-- Given data follows --
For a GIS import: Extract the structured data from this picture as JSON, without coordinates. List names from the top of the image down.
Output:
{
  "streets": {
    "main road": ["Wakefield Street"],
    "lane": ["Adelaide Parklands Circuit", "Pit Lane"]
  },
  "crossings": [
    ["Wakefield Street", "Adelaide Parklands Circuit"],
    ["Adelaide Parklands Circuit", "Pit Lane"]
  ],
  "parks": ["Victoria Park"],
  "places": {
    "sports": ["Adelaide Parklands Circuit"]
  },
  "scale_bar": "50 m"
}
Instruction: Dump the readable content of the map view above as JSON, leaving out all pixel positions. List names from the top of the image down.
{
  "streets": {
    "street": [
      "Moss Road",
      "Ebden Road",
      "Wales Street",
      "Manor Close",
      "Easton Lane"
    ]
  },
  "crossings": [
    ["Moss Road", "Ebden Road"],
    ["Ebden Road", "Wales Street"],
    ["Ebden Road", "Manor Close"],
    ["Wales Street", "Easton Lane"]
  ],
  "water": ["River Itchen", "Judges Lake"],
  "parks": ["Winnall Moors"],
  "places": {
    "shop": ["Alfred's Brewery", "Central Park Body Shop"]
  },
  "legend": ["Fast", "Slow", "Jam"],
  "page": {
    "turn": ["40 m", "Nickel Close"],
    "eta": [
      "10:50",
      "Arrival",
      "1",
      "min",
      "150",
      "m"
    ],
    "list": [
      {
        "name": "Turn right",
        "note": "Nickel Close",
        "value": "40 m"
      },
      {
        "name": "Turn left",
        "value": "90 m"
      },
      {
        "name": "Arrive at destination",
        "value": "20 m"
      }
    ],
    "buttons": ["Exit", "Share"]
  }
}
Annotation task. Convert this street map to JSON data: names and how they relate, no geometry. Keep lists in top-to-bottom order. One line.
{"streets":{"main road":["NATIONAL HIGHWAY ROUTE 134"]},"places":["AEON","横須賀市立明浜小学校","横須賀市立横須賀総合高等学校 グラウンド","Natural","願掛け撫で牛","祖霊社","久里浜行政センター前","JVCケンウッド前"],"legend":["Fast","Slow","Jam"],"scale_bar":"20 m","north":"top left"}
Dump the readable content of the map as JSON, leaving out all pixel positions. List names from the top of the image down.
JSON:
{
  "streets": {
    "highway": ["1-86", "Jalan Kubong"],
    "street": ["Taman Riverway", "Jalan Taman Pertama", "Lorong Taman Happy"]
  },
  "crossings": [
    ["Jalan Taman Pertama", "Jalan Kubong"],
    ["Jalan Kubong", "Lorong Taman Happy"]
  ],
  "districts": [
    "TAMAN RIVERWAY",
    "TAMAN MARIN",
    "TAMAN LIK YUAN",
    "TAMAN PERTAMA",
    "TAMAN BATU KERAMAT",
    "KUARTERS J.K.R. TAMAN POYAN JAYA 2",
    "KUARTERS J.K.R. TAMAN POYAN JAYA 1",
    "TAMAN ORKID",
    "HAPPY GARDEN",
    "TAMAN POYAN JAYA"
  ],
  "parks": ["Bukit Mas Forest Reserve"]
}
-- Given data concluded --
Return all of the entries word for word.

Response to the exercise:
For a GIS import: Extract the structured data from this picture as JSON, without coordinates. List names from the top of the image down.
Output:
{
  "streets": {
    "main road": ["Wakefield Street"],
    "lane": ["Adelaide Parklands Circuit", "Pit Lane"]
  },
  "crossings": [
    ["Wakefield Street", "Adelaide Parklands Circuit"],
    ["Adelaide Parklands Circuit", "Pit Lane"]
  ],
  "parks": ["Victoria Park"],
  "places": {
    "sports": ["Adelaide Parklands Circuit"]
  },
  "scale_bar": "50 m"
}
Instruction: Dump the readable content of the map view above as JSON, leaving out all pixel positions. List names from the top of the image down.
{
  "streets": {
    "street": [
      "Moss Road",
      "Ebden Road",
      "Wales Street",
      "Manor Close",
      "Easton Lane"
    ]
  },
  "crossings": [
    ["Moss Road", "Ebden Road"],
    ["Ebden Road", "Wales Street"],
    ["Ebden Road", "Manor Close"],
    ["Wales Street", "Easton Lane"]
  ],
  "water": ["River Itchen", "Judges Lake"],
  "parks": ["Winnall Moors"],
  "places": {
    "shop": ["Alfred's Brewery", "Central Park Body Shop"]
  },
  "legend": ["Fast", "Slow", "Jam"],
  "page": {
    "turn": ["40 m", "Nickel Close"],
    "eta": [
      "10:50",
      "Arrival",
      "1",
      "min",
      "150",
      "m"
    ],
    "list": [
      {
        "name": "Turn right",
        "note": "Nickel Close",
        "value": "40 m"
      },
      {
        "name": "Turn left",
        "value": "90 m"
      },
      {
        "name": "Arrive at destination",
        "value": "20 m"
      }
    ],
    "buttons": ["Exit", "Share"]
  }
}
Annotation task. Convert this street map to JSON data: names and how they relate, no geometry. Keep lists in top-to-bottom order. One line.
{"streets":{"main road":["NATIONAL HIGHWAY ROUTE 134"]},"places":["AEON","横須賀市立明浜小学校","横須賀市立横須賀総合高等学校 グラウンド","Natural","願掛け撫で牛","祖霊社","久里浜行政センター前","JVCケンウッド前"],"legend":["Fast","Slow","Jam"],"scale_bar":"20 m","north":"top left"}
Dump the readable content of the map as JSON, leaving out all pixel positions. List names from the top of the image down.
JSON:
{
  "streets": {
    "highway": ["1-86", "Jalan Kubong"],
    "street": ["Taman Riverway", "Jalan Taman Pertama", "Lorong Taman Happy"]
  },
  "crossings": [
    ["Jalan Taman Pertama", "Jalan Kubong"],
    ["Jalan Kubong", "Lorong Taman Happy"]
  ],
  "districts": [
    "TAMAN RIVERWAY",
    "TAMAN MARIN",
    "TAMAN LIK YUAN",
    "TAMAN PERTAMA",
    "TAMAN BATU KERAMAT",
    "KUARTERS J.K.R. TAMAN POYAN JAYA 2",
    "KUARTERS J.K.R. TAMAN POYAN JAYA 1",
    "TAMAN ORKID",
    "HAPPY GARDEN",
    "TAMAN POYAN JAYA"
  ],
  "parks": ["Bukit Mas Forest Reserve"]
}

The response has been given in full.